Exercise requirements:
Beneath this task is a listing. Count its lines that contain "white" and answer with the number only.

Excerpted data:

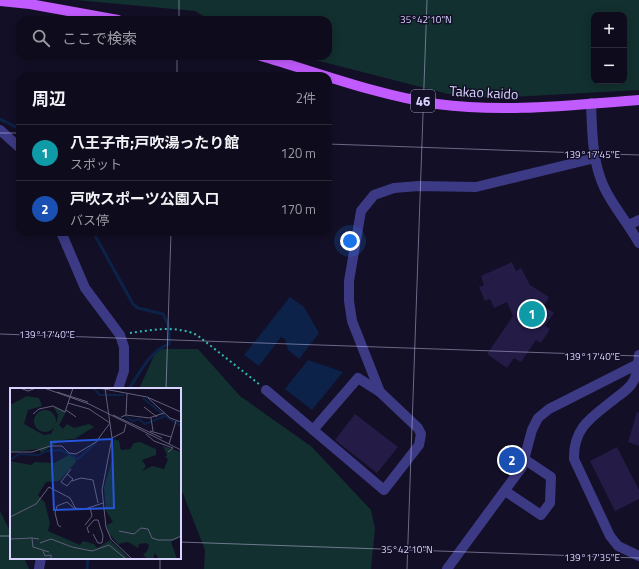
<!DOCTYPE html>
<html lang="ja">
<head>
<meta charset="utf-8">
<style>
  :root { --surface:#0e0b1c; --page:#1c1929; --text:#f1f3f6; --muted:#9b9ba3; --line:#2e2b3b; --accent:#2563eb }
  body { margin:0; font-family:"Titillium Web","Noto Sans JP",sans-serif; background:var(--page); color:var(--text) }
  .controls { position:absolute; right:12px; top:12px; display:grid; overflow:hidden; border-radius:8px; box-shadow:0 2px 10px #0003 }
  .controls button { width:36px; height:36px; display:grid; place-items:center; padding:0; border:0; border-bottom:1px solid var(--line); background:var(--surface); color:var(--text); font:20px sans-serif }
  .you { position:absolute; left:350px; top:241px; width:14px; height:14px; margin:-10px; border:3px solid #fff; border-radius:50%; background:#1a73e8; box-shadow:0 0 0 6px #1a73e833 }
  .badge { display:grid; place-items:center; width:26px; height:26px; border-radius:50%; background:var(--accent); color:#fff; font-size:13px; font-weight:700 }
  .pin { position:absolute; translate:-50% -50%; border:2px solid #fff; box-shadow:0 1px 4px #0006 }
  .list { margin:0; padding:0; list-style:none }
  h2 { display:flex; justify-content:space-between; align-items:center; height:52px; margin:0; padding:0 16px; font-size:17px }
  h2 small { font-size:13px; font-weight:400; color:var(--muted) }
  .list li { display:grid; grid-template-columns:26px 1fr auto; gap:12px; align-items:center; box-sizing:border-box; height:56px; padding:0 16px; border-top:1px solid var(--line) }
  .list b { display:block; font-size:15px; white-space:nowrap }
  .list p { margin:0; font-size:13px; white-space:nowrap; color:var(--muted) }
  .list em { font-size:13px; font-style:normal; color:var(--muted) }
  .icon { flex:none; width:22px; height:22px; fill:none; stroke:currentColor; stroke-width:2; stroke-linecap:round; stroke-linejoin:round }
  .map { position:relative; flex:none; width:639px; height:569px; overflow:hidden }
  .search { position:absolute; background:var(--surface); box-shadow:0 2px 10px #0003; left:16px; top:16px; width:316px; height:44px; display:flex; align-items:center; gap:10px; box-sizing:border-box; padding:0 14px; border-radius:12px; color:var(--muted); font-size:15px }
  .panel { position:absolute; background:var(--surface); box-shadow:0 2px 10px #0003; left:16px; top:72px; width:316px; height:164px; border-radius:12px }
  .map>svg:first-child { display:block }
  .green { fill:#12302f; fill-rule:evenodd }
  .water { fill:#0c2248 }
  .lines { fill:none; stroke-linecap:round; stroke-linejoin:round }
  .stream { stroke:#0c2248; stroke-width:3 }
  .building { fill:#241b47 }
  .path { stroke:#2fb8b0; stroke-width:2; stroke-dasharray:2 3; stroke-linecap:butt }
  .minor { stroke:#3d3a85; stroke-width:10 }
  .major { stroke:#c25bff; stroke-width:10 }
  .ticks { fill:none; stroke:#d9d4ff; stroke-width:1; stroke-opacity:0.45 }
  .labels { text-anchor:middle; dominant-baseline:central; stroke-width:3; stroke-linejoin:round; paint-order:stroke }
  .shield { fill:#130f26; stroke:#9e99be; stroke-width:1 }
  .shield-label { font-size:13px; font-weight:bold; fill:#d9d4ff }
  .street-label { font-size:14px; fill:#d9d4ff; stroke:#130f26 }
  .inset-river { fill:none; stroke:#0c2248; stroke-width:2 }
  .inset-road { fill:none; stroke:#625e7d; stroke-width:1 }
  .view { fill:#2655da; fill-opacity:0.15; stroke:#2655da; stroke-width:2 }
  .inset-edge { fill:none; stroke:#d9d4ff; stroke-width:2 }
  .ticks-label { font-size:10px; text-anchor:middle; fill:#d9d4ff; stroke:#130f26; stroke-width:3; stroke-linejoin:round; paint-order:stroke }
</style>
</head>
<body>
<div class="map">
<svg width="639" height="569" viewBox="0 0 639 569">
  <rect width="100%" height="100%" fill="#130f26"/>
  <g class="green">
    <path d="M76 0H639V90L493 98 448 94 300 56H328V20H210L195 11ZM594 15H624V81H594Z"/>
    <polygon points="157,349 198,349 240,396 312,447 371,510 375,529 371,569 204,569 205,550 180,486 180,389 139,389"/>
    <polygon points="0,511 11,533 11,558 24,558 29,569 0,569"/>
  </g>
  <g class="water">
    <polygon points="290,297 304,307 319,333 299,359 288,350 285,339 281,337 259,366 244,355"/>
    <polygon points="308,360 343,372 312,410 285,389"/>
  </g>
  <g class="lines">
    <g class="stream">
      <polyline points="0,119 20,129"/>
      <path d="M93 232 133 304 138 308 163 314 169 326V344C150 351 140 372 129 389"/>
      <polyline points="87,569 88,558"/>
    </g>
  </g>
  <g class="building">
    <polygon points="512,262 516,271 521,268 530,285 549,297 544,306 554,313 545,326 550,329 541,343 536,340 521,362 514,358 507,368 487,354 513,316 507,302 494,308 490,299 485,301 479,287 484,285 481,276"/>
    <polygon points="637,412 639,413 639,446 628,442"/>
    <polygon points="355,414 398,447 377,473 335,440"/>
    <polygon points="617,447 639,490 639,499 615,511 590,461"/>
  </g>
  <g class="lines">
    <path class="path" d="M130 333C152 330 176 325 197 335L259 384"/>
    <g class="minor">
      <path d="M591 103C592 127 592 154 600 177 608 201 627 221 639 243"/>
      <polyline points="0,130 20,148"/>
      <polyline points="629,225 639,220"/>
      <polyline points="61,232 85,288 120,335 124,347 124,371 118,389"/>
      <path d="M639 355C638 363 638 372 634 380 631 387 624 392 617 397 594 416 573 426 574 459L610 536 618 546 639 556"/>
      <polyline points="266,390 384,490 419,445 421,434 418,428 380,392 358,378 313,430"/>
      <polyline points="380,392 352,321 349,301 349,281 361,211 374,195 394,188 419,186 476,187 595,158"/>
      <polyline points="505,491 541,515 550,503 551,477 524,459"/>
      <polyline points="39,569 41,558"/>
      <polyline points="447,569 522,467 532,430 538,418 549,409 638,364"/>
    </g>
    <g class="major">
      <polyline points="0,1 30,4 118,20"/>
      <path d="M261 56C319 73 377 95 437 104 504 113 571 105 639 100"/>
    </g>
  </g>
  <path class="ticks" d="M179 20V0M177 76V56M0 133H20M328 144 639 155M0 334 639 356M166 389 171 232M0 536H11M180 542 639 558M160 569V558M407 569 427 0"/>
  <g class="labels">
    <rect class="shield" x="411" y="90" width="24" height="22" rx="3"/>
    <g class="shield-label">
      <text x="423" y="101">46</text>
    </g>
    <g class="street-label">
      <text transform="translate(484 92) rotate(3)">Takao kaido</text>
    </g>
  </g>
  <g transform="translate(10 388)">
    <rect width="171" height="171" fill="#130f26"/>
    <path d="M17 8 29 10 32 18 18 22 14 36 34 47 41 46 47 33 48 27 43 18 56 24 49 37 53 41 57 36 64 40 79 36 84 39 64 51 51 52 31 65 29 61 0 64V17ZM24 33a11 11 0 1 1 22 0a11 11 0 1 1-22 0ZM104 51 109 53 111 62 120 61 124 55 130 54 146 61V67L132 72 136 78 132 83 142 78 154 81 158 71 155 69 157 67 153 58 171 64V149L161 154 167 171H149L145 165 143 171H138L133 167 137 163 139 157 136 155 129 156 128 160 118 154 108 156 98 144 97 137 103 134 96 123 94 99 102 72ZM59 67 65 69 66 74 49 93 36 94 28 107 35 115 40 135 38 143 70 157 73 153 84 156 87 160 100 152 120 171H0V73L21 77 25 74 44 75Z" fill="#12302f"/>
    <path class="inset-river" d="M83 0 90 7H114M115 28 123 33 129 31 135 36 155 28 133 10M155 28 171 38M0 72 9 66 29 67 37 63 51 62 68 71 90 51"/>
    <path class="inset-road" d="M10 0 18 3 26 0M34 0 79 16 171 62M89 0 137 9 171 24M95 0 102 50 92 102 96 139 101 151 122 171M47 4 78 14M138 10 160 30 171 34M134 19 147 29M56 22 66 29M23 26 29 21 43 18 55 24 63 0M103 27 152 50M116 27 117 5M111 29 116 27 139 30 154 25M141 30 143 43M140 43 161 49M136 46 144 53 163 60 158 64M102 50 114 44 116 36M159 56 166 33M0 64H22L40 58H52L59 65 66 66 86 54 100 35 79 21 58 15M57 86 63 91 57 98 51 94 57 86 61 81M62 93 71 90 83 92 88 115M0 129 26 116 39 99 60 110 66 121M75 137 82 128 80 119M51 139 48 137 45 125 47 118 57 114 64 120 75 121 93 115M109 143 124 146 131 140 138 141 142 150 148 152H162L171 148M79 145 77 140 84 132H88L93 148 92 155H88L83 146M0 151 22 150M29 151 22 150 23 159 39 164M30 155 41 151 62 159 82 163 99 157 116 171M33 163 35 168 41 167V171"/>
    <path class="view" d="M102 51 104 120 44 122 41 54Z"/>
    <rect width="171" height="171" class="inset-edge"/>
  </g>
  <g class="ticks-label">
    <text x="426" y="23">35°42'10"N</text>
    <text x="592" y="158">139°17'45"E</text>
    <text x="47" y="338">139°17'40"E</text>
    <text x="592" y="360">139°17'40"E</text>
    <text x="407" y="553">35°42'10"N</text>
    <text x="592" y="561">139°17'35"E</text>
  </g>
</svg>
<div class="controls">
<button>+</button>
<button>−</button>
</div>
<div class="you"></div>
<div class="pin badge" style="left:532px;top:314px;background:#0f9aa8">1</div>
<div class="pin badge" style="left:512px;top:460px;background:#1a4fb4">2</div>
<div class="search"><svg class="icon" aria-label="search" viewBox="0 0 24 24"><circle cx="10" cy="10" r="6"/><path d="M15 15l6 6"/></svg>ここで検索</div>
<section class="panel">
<h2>周辺<small>2件</small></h2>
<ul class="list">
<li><span class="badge" style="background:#0f9aa8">1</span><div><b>八王子市;戸吹湯ったり館</b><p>スポット</p></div><em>120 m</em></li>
<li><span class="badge" style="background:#1a4fb4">2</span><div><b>戸吹スポーツ公園入口</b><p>バス停</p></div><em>170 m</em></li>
</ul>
</section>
</div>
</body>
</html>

Response below:
2